### Exercise requirements
If a line in the entries contains the word "Azueta", list it.

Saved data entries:
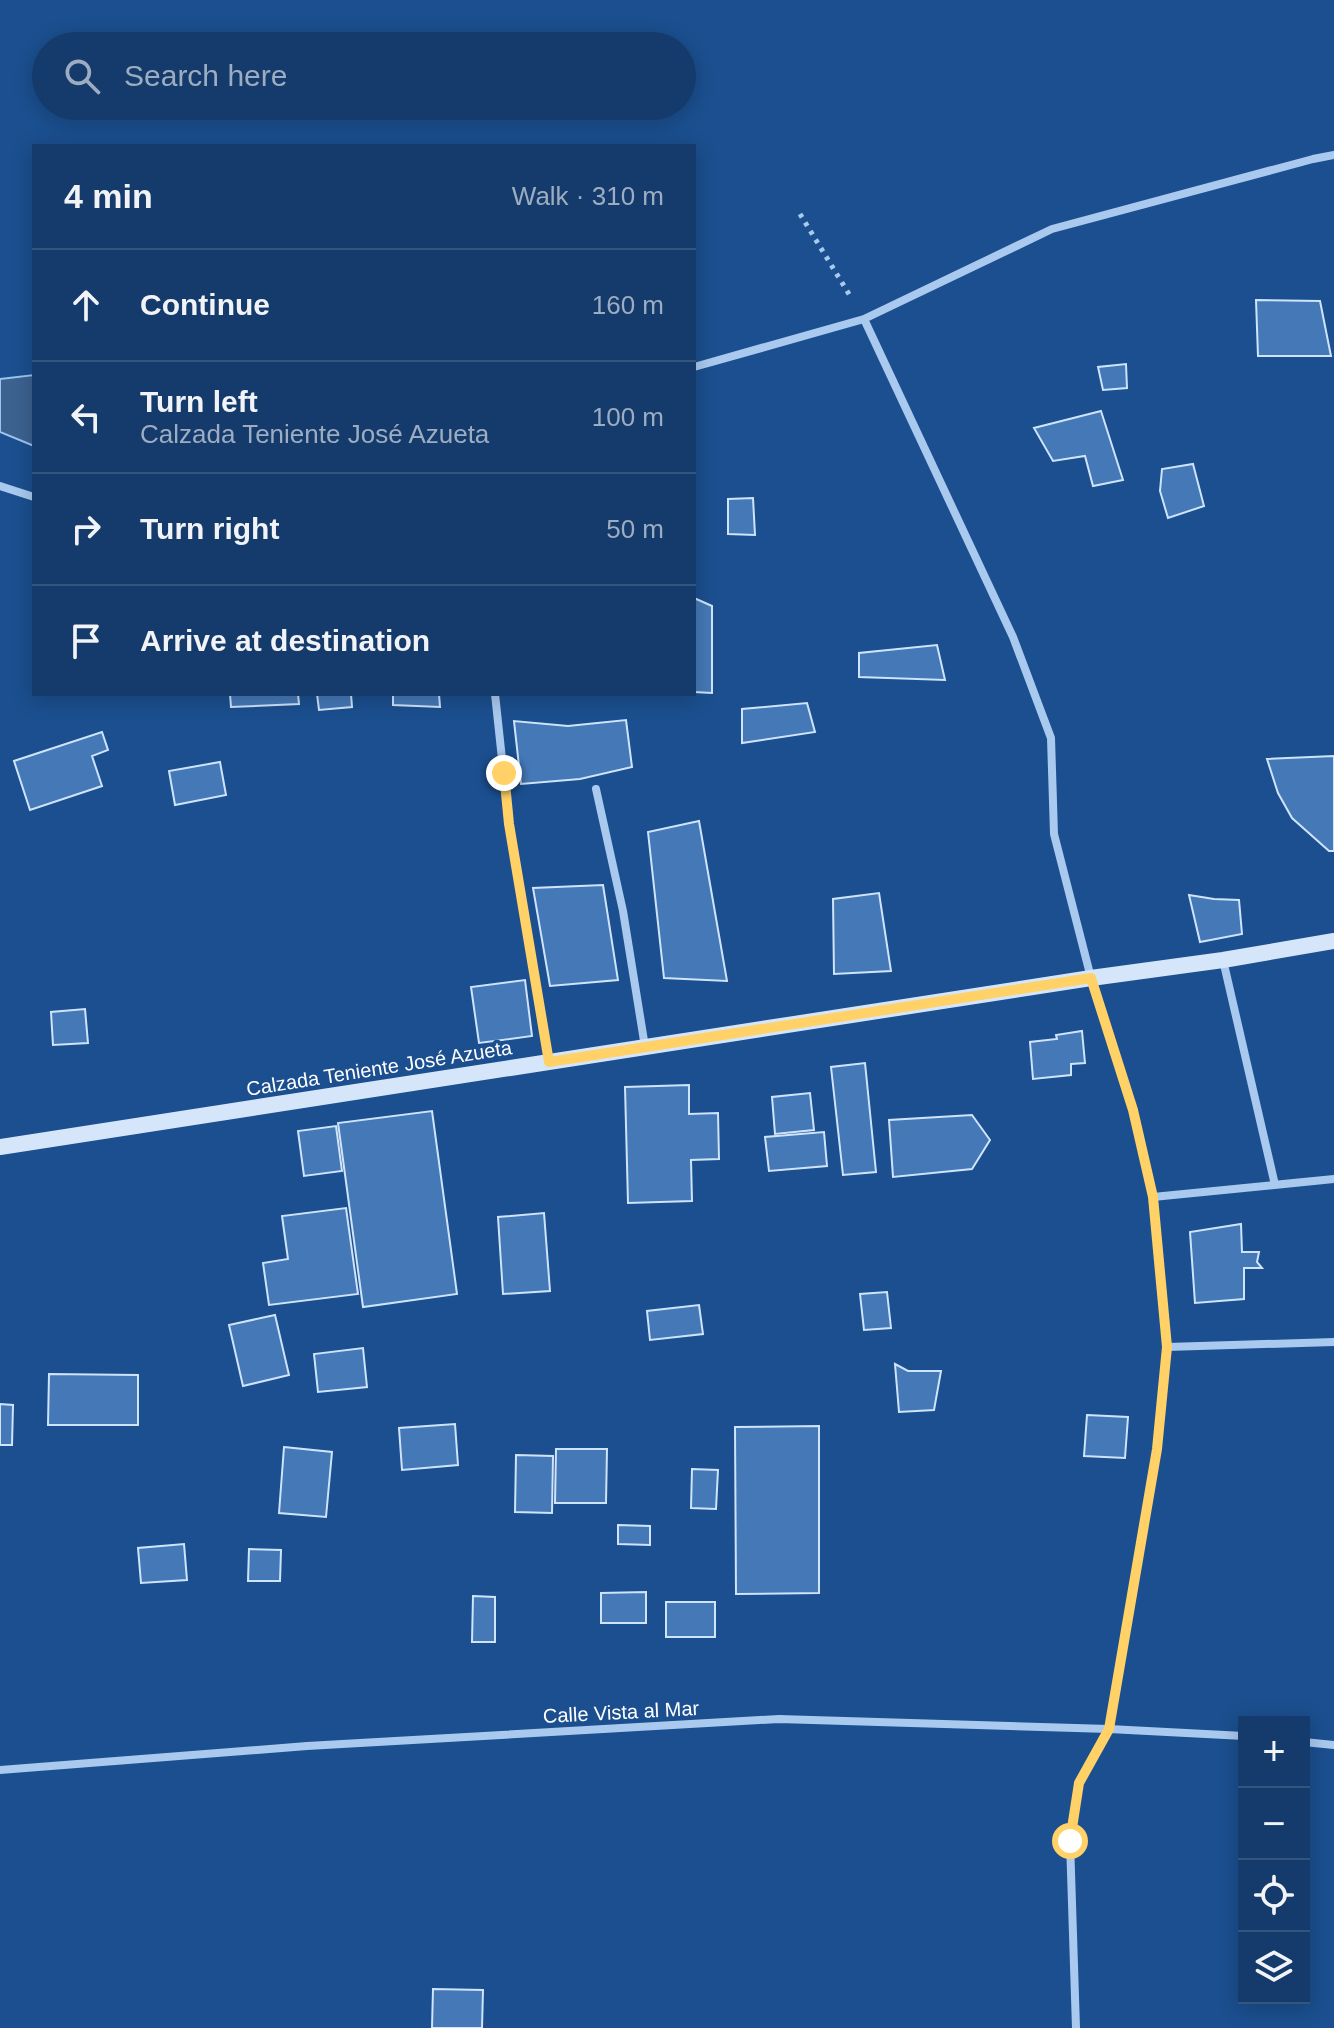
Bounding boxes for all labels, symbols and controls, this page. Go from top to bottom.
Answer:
search box [32,32,696,120]
icon: search [60,54,104,98]
text: Search here [124,59,287,92]
text: 4 min [64,177,153,215]
text: Walk · 310 m [512,181,664,211]
icon: ahead [64,283,108,327]
text: Continue [140,288,270,321]
text: 160 m [592,290,664,320]
text: Turn left [140,385,258,418]
icon: left [64,395,108,439]
text: 100 m [592,402,664,432]
text: Calzada Teniente José Azueta [140,419,489,449]
icon: right [64,507,108,551]
text: Turn right [140,512,279,545]
text: 50 m [606,514,664,544]
icon: arrive [64,619,108,663]
text: Arrive at destination [140,624,430,657]
route end [486,755,522,791]
street label: Calzada Teniente José Azueta [245,1036,514,1100]
street label: Calle Vista al Mar [542,1697,700,1727]
map controls [1238,1716,1310,2004]
button: + [1238,1716,1310,1788]
button: − [1238,1788,1310,1860]
route start [1052,1823,1088,1859]
button: locate [1238,1860,1310,1932]
button: layers [1238,1932,1310,2004]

### Answer space
text: Calzada Teniente José Azueta [140,419,489,449]
street label: Calzada Teniente José Azueta [245,1036,514,1100]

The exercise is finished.